Es dauerte keinen Monat, bis das Marketing-Bild vom klaren und »reinen« Biodiesel erschüttert wurde. Das Emissions-Kontroll-Institut der Deutschen Umwelthilfe hatte den Schadstoffausstoß eines Diesel-Pkw mit der gängigen Euro-5-Abgasnorm gemessen, der HVO 100 verbrannte. Das Resultat: Die Stickoxid-Emissionen waren 20 Prozent höher als die von konventionellem Diesel, der Kraftstoff ist also noch gesundheitsschädlicher.
Mit unserem wöchentlichen Newsletter nd.DieWoche schauen Sie auf die wichtigsten Themen der Woche und lesen die Highlights unserer Samstagsausgabe bereits am Freitag. Hier das kostenlose Abo holen.
Für besonders problematisch hält Institutsleiter Axel Friedrich: Mit HVO 100 steigt auch der Ausstoß ultrafeiner Partikel an. »Diese sind besonders schädlich für die Gesundheit, weil sie tief in den Körper bis in die Blutbahnen eindringen«, erklärte der Chemiker.

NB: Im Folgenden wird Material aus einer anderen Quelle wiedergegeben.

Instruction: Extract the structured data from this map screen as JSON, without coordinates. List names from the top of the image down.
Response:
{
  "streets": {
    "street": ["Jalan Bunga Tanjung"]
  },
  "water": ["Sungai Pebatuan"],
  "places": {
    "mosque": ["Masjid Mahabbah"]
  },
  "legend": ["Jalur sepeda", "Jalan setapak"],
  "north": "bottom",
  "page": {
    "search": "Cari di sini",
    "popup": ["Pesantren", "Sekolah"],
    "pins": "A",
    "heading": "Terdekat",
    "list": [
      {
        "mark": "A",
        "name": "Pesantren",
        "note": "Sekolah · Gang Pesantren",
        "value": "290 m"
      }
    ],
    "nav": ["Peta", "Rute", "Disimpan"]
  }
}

Dagegen verweist der Autoclub ADAC auf eigene Messungen, laut denen die geltenden Grenzwerte sowohl bei Rußpartikeln als auch bei Stickoxiden eingehalten werden – sie würden sogar um bis zu 97 beziehungsweise 78 Prozent unterschritten. Im Vergleich zum konventionellen Diesel seien dies lediglich leicht erhöhte Werte. Mit ihrer Kritik zerrede die Umwelthilfe die Chancen für einen klimafreundlichen Verkehr, kritisiert der Autoclub.

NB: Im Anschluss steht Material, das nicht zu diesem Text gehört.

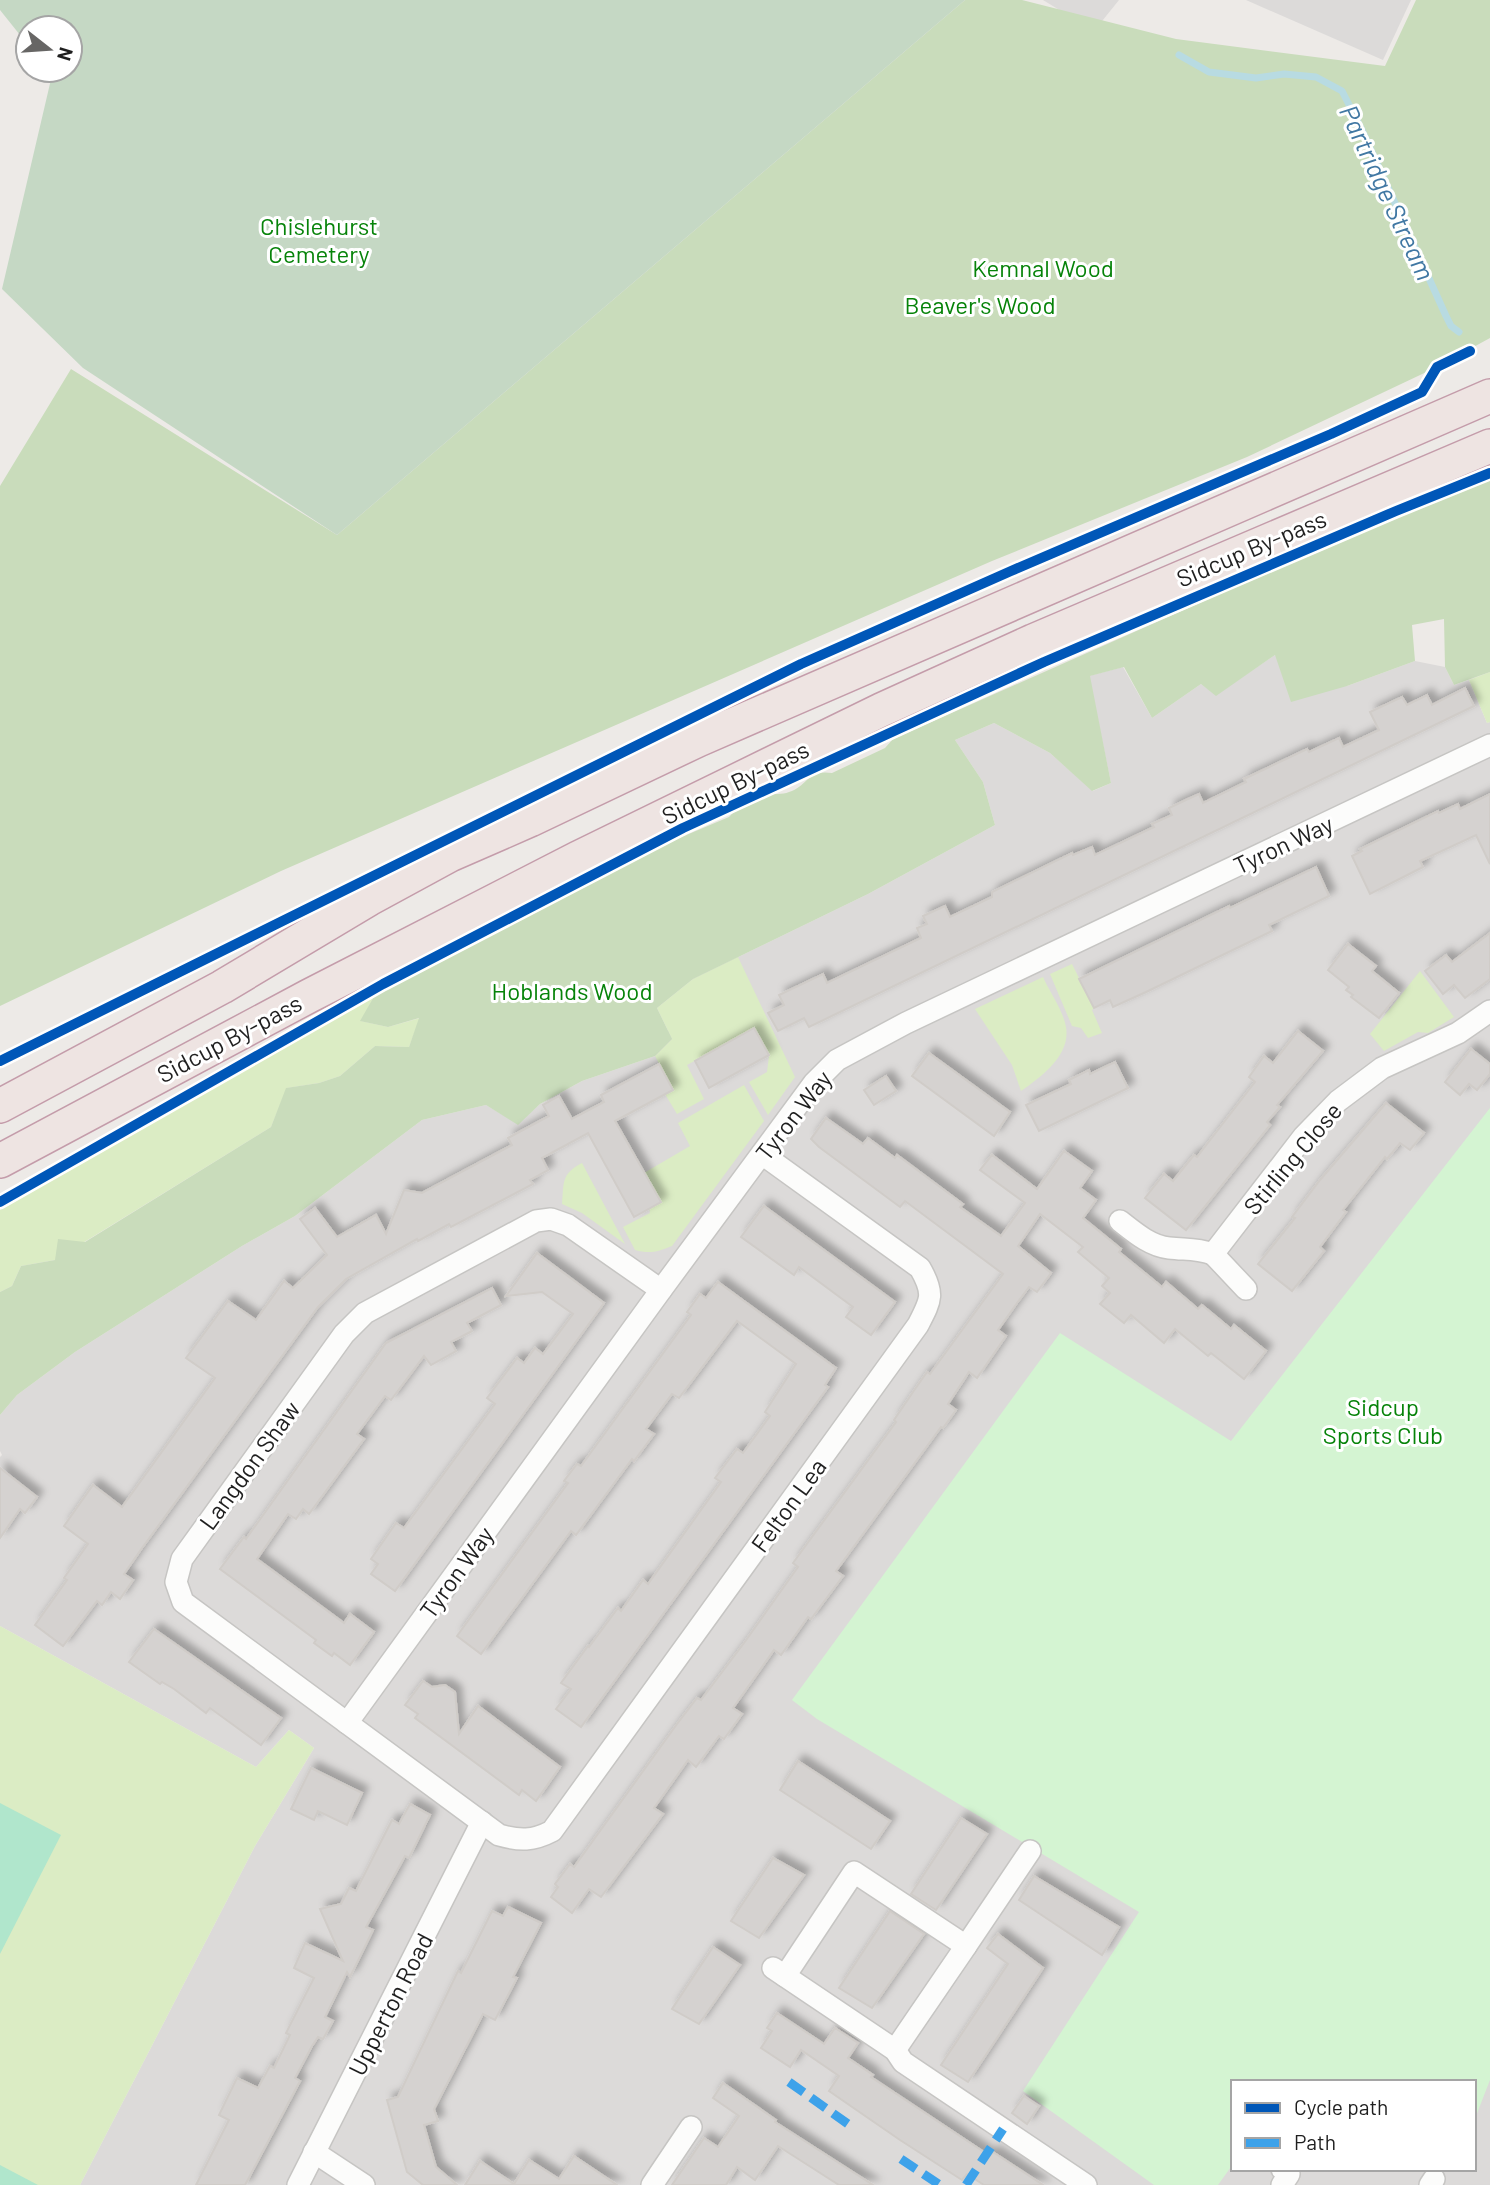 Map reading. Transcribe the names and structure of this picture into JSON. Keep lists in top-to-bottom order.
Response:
{
  "streets": {
    "highway": ["Sidcup By-pass"],
    "street": [
      "Tyron Way",
      "Stirling Close",
      "Langdon Shaw",
      "Felton Lea",
      "Upperton Road"
    ]
  },
  "crossings": [
    ["Tyron Way", "Langdon Shaw"],
    ["Tyron Way", "Felton Lea"],
    ["Langdon Shaw", "Felton Lea"],
    ["Langdon Shaw", "Upperton Road"],
    ["Felton Lea", "Upperton Road"]
  ],
  "water": ["Partridge Stream"],
  "parks": [
    "Chislehurst Cemetery",
    "Kemnal Wood",
    "Beaver's Wood",
    "Hoblands Wood",
    "Sidcup Sports Club"
  ],
  "legend": ["Cycle path", "Path"],
  "north": "right"
}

Auch Bundesverkehrsminister Volker Wissing (FDP) lobte: »Aus Abfall- und Reststoffen produziertes HVO kann die CO2-Emissionen gegenüber fossilem Diesel um bis zu 90 Prozent reduzieren.« Er verwies auf Berechnungen der Bundesanstalt für Landwirtschaft und Ernährung (BLE) von 2022, wonach das CO2-Minus von HVO gegenüber fossilem Diesel bei etwa 87 Prozent liegen soll. Die Umwelthilfe klagte jetzt auf Einsicht in die entsprechenden Dokumente.

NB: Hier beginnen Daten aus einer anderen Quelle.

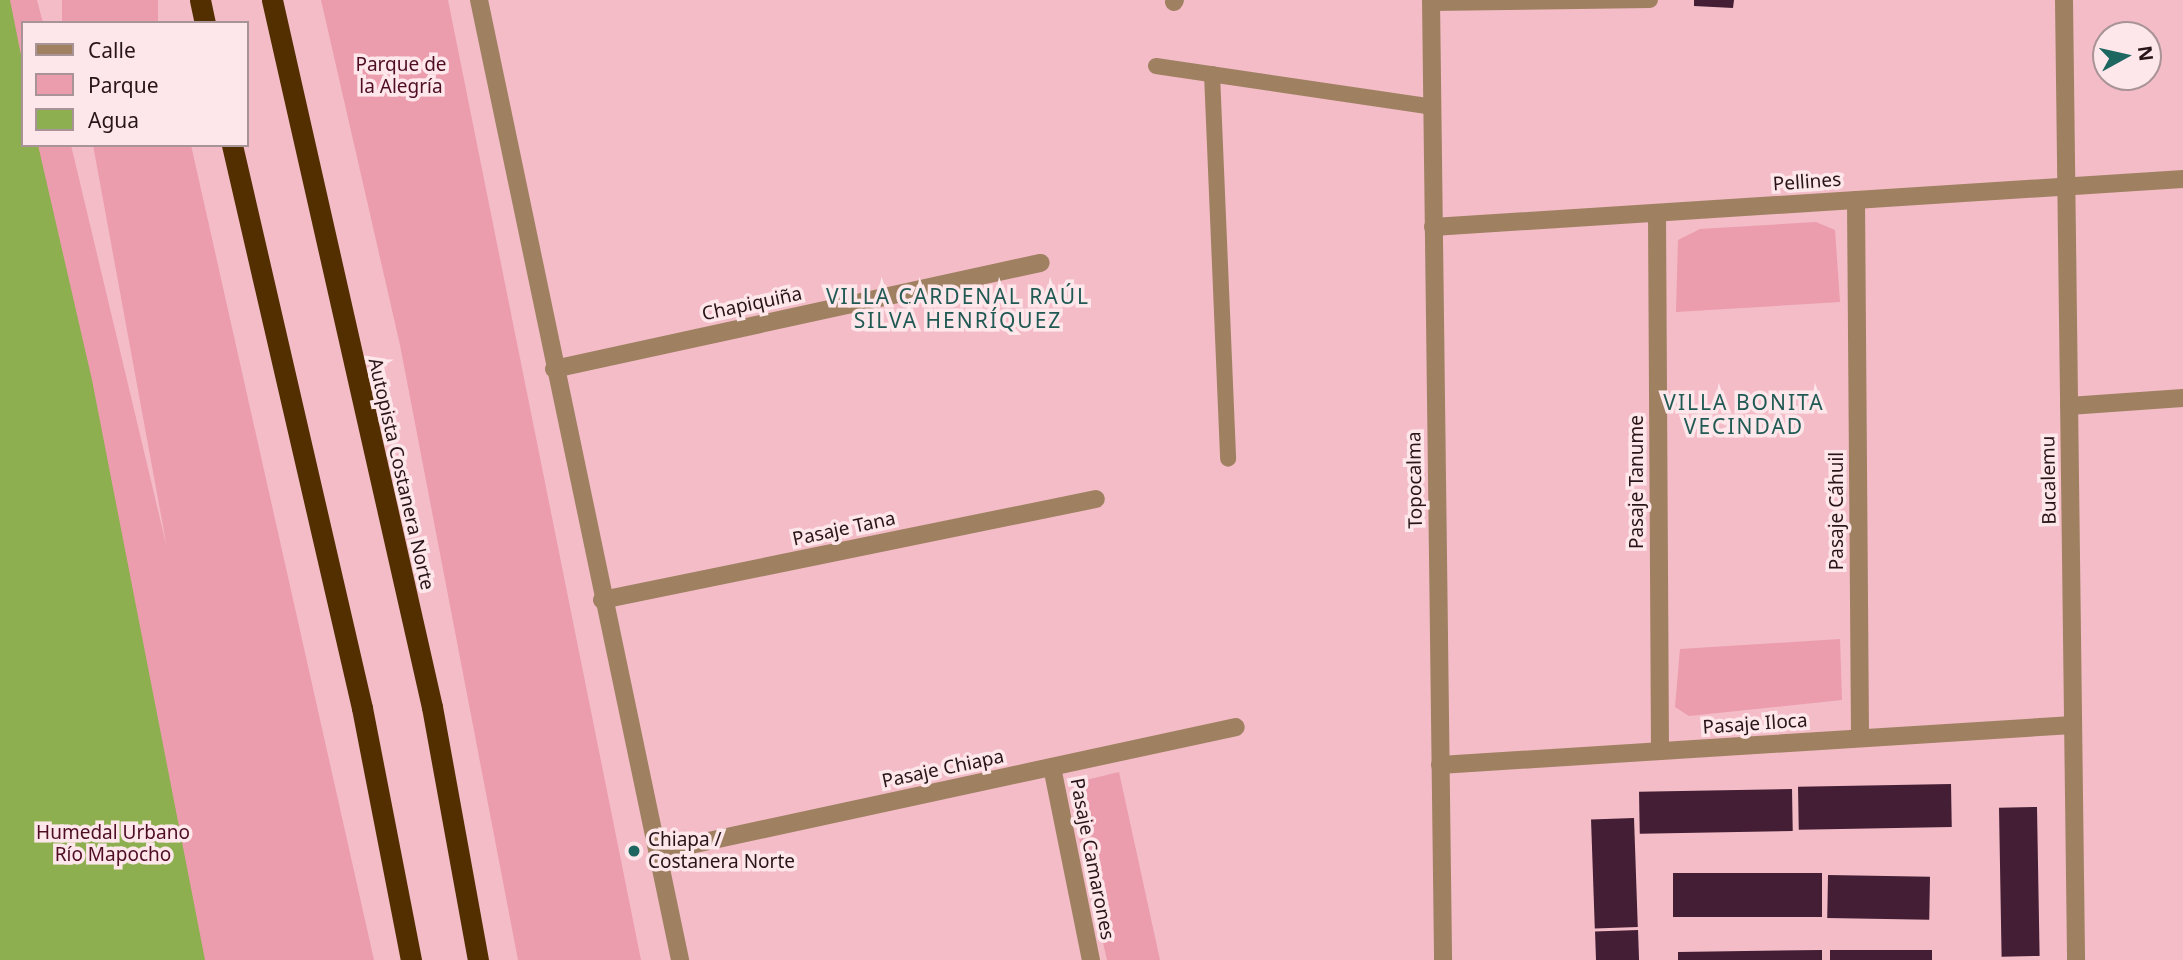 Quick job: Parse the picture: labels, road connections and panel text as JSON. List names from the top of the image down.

»Auch mit Laboranalysen kann nicht mehr festgestellt werden, ob zum Beispiel Palmöl oder altes Frittierfett als Rohstoff verwendet wurde.«
Lukas Höhne Umweltbundesamt
Im Zusammenhang mit der Markteinführung des neuen Biodiesels steht Wissings Haus jetzt allerdings unter dem Verdacht eines unzulässigen Lobbyismus. Das ZDF‑Magazin »Frontal« deckte vor einigen Tagen auf, dass der Münchner Autoclub »Mobil in Deutschland« in einer internen Präsentation seiner Kampagne »HVO100 goes Germany« Vertretern aus Industrie und Verbänden die Möglichkeit anbot, »sich bei einem exklusiven VIP-Meeting mit Minister oder Staatssekretär vorzustellen und auszutauschen«.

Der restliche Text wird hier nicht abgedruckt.